• Work request:
Copy every line from the one containing "Task: Parse the" through the last line of the records below, both included, and nothing else.

[Items from a data source]
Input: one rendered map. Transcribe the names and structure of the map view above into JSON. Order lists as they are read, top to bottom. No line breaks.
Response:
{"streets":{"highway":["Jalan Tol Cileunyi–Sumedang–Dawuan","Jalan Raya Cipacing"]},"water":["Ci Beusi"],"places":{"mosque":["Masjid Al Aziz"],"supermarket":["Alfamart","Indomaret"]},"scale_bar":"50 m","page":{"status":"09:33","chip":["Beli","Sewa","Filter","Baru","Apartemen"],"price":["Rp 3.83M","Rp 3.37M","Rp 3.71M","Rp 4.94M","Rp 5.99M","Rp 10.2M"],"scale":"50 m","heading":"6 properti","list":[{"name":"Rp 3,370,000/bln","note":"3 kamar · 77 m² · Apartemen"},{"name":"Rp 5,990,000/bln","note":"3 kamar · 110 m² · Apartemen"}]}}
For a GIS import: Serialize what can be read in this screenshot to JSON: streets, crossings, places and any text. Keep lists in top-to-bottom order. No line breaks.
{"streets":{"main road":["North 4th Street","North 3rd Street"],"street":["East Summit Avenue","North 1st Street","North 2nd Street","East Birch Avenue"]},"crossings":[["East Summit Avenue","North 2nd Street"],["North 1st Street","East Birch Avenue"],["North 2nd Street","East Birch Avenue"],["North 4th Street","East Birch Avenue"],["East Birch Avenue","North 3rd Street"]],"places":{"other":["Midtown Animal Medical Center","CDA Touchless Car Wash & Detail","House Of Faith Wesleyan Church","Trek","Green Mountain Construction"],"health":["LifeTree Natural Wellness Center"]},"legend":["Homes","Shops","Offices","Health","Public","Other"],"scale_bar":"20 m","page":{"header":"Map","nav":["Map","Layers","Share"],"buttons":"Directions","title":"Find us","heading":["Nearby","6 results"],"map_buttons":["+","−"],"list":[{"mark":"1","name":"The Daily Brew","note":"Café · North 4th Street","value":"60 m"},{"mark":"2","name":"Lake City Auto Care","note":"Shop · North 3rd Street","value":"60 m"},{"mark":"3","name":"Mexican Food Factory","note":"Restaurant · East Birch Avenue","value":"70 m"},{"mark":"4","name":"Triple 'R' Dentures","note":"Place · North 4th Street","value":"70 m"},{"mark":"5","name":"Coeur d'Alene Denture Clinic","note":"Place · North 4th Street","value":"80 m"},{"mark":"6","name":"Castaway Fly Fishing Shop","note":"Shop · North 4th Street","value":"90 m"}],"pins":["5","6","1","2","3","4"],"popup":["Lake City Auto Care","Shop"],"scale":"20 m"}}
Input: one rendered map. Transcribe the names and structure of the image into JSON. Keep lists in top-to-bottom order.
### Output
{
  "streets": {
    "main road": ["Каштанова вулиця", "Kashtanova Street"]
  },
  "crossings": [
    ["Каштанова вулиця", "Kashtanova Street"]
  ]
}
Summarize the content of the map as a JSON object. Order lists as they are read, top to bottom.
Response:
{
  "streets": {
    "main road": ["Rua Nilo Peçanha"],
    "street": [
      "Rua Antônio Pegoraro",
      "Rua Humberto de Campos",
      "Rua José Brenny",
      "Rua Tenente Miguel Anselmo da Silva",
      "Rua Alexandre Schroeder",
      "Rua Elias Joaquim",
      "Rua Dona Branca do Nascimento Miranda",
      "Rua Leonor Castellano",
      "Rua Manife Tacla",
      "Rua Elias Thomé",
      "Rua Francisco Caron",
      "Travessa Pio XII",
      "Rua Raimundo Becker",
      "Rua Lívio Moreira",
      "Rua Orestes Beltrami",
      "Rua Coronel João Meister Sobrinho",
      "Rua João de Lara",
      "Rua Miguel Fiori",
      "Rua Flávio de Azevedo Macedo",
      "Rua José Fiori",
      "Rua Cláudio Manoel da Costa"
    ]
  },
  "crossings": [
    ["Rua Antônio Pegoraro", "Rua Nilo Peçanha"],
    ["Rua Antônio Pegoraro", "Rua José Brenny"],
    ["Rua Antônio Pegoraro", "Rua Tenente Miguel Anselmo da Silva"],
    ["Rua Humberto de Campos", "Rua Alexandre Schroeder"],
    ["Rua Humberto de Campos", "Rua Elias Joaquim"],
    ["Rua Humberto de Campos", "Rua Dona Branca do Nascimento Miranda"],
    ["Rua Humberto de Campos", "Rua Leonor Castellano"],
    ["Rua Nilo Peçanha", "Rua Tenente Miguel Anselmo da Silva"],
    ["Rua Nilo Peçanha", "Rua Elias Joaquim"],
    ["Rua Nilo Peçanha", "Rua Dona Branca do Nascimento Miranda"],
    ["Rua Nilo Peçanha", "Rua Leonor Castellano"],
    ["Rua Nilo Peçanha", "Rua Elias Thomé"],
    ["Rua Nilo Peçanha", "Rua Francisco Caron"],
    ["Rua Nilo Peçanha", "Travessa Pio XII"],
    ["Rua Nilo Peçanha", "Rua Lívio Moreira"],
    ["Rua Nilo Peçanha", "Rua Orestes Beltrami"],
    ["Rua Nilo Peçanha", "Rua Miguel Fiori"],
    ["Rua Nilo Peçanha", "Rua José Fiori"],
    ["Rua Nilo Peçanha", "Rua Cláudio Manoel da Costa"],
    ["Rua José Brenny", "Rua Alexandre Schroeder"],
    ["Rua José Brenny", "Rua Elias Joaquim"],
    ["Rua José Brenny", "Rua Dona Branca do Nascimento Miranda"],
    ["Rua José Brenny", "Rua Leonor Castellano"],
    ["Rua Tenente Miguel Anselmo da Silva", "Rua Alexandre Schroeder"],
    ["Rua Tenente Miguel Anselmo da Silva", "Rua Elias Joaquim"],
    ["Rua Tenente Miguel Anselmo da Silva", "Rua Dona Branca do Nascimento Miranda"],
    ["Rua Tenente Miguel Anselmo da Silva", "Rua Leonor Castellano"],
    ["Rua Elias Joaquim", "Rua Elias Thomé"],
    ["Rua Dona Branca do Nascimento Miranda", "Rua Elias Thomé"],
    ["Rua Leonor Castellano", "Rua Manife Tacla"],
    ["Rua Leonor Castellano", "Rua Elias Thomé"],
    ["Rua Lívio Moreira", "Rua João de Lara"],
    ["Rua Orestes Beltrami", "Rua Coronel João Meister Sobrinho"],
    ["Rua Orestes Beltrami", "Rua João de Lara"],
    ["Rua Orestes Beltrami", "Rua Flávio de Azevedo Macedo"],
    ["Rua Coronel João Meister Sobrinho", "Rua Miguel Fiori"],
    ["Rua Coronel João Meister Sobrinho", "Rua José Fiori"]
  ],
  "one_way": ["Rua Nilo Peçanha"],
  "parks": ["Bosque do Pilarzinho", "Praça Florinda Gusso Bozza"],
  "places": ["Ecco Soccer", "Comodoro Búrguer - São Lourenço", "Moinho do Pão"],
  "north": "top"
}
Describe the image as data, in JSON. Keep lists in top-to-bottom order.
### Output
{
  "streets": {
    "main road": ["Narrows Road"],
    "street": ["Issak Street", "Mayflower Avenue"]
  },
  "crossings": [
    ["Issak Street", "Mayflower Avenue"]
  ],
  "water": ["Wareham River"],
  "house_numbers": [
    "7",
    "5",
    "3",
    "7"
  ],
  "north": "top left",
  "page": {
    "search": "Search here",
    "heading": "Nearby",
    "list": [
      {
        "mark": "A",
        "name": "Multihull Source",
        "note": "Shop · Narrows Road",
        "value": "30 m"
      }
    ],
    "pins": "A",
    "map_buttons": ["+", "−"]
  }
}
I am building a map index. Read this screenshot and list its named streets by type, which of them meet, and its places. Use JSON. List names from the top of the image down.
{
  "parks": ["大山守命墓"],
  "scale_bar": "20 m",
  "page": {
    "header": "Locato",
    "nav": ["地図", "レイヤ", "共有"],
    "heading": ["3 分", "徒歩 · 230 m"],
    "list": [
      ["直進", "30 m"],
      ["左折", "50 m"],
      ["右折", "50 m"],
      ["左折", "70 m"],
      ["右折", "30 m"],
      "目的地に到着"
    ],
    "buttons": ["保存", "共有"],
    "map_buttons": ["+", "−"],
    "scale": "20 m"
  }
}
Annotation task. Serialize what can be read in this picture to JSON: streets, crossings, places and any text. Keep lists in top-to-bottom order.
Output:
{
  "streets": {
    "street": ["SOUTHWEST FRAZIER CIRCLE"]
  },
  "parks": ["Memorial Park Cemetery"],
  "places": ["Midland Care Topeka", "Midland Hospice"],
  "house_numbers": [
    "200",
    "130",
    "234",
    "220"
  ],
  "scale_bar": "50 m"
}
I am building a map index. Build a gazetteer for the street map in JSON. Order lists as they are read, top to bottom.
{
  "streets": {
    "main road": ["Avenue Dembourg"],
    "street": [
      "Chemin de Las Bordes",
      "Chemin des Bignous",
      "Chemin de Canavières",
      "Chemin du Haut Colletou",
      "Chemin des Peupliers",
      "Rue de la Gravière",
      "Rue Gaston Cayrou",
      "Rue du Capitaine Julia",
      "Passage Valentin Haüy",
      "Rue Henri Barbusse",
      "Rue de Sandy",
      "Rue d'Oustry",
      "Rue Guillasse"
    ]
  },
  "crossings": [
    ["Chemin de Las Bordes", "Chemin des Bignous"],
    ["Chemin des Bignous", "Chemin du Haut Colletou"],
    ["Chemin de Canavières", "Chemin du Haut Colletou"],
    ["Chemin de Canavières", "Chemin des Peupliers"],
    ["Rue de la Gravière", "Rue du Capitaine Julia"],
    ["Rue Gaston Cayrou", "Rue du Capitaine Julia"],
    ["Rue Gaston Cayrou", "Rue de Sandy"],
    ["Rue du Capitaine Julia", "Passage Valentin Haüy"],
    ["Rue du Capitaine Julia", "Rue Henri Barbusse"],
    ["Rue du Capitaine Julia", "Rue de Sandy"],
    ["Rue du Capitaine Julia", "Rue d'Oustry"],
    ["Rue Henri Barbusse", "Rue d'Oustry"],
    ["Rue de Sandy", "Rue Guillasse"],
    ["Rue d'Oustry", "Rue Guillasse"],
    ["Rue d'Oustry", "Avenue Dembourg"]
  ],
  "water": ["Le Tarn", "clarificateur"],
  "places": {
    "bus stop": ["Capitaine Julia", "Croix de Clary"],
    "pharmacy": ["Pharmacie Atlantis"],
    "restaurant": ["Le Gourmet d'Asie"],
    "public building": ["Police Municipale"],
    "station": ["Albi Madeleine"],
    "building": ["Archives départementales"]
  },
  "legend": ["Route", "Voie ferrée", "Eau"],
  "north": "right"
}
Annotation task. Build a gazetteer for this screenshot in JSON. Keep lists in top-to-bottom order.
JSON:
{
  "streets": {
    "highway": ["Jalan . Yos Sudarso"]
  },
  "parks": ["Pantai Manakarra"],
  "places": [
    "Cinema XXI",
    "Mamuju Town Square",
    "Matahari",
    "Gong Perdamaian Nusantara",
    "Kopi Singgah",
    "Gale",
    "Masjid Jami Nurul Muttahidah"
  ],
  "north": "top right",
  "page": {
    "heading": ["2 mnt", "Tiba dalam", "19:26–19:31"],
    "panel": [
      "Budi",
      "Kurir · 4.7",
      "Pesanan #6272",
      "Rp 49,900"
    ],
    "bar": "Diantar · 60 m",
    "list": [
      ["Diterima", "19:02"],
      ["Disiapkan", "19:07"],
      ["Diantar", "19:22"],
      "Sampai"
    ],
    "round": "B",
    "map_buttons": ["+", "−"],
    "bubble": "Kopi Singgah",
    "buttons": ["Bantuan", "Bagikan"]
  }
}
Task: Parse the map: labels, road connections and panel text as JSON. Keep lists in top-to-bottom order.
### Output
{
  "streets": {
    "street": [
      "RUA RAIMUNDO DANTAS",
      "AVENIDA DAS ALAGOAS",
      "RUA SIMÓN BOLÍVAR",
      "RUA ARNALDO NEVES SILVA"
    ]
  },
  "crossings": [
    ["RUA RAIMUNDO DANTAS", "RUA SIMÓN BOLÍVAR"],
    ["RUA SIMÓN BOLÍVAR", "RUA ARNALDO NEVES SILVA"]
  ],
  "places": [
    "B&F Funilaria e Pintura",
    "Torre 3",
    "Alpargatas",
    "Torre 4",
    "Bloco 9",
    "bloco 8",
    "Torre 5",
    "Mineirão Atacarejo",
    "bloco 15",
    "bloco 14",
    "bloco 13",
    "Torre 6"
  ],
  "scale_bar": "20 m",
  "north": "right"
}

• Answer to the problem:
Task: Parse the map: labels, road connections and panel text as JSON. Keep lists in top-to-bottom order.
### Output
{
  "streets": {
    "street": [
      "RUA RAIMUNDO DANTAS",
      "AVENIDA DAS ALAGOAS",
      "RUA SIMÓN BOLÍVAR",
      "RUA ARNALDO NEVES SILVA"
    ]
  },
  "crossings": [
    ["RUA RAIMUNDO DANTAS", "RUA SIMÓN BOLÍVAR"],
    ["RUA SIMÓN BOLÍVAR", "RUA ARNALDO NEVES SILVA"]
  ],
  "places": [
    "B&F Funilaria e Pintura",
    "Torre 3",
    "Alpargatas",
    "Torre 4",
    "Bloco 9",
    "bloco 8",
    "Torre 5",
    "Mineirão Atacarejo",
    "bloco 15",
    "bloco 14",
    "bloco 13",
    "Torre 6"
  ],
  "scale_bar": "20 m",
  "north": "right"
}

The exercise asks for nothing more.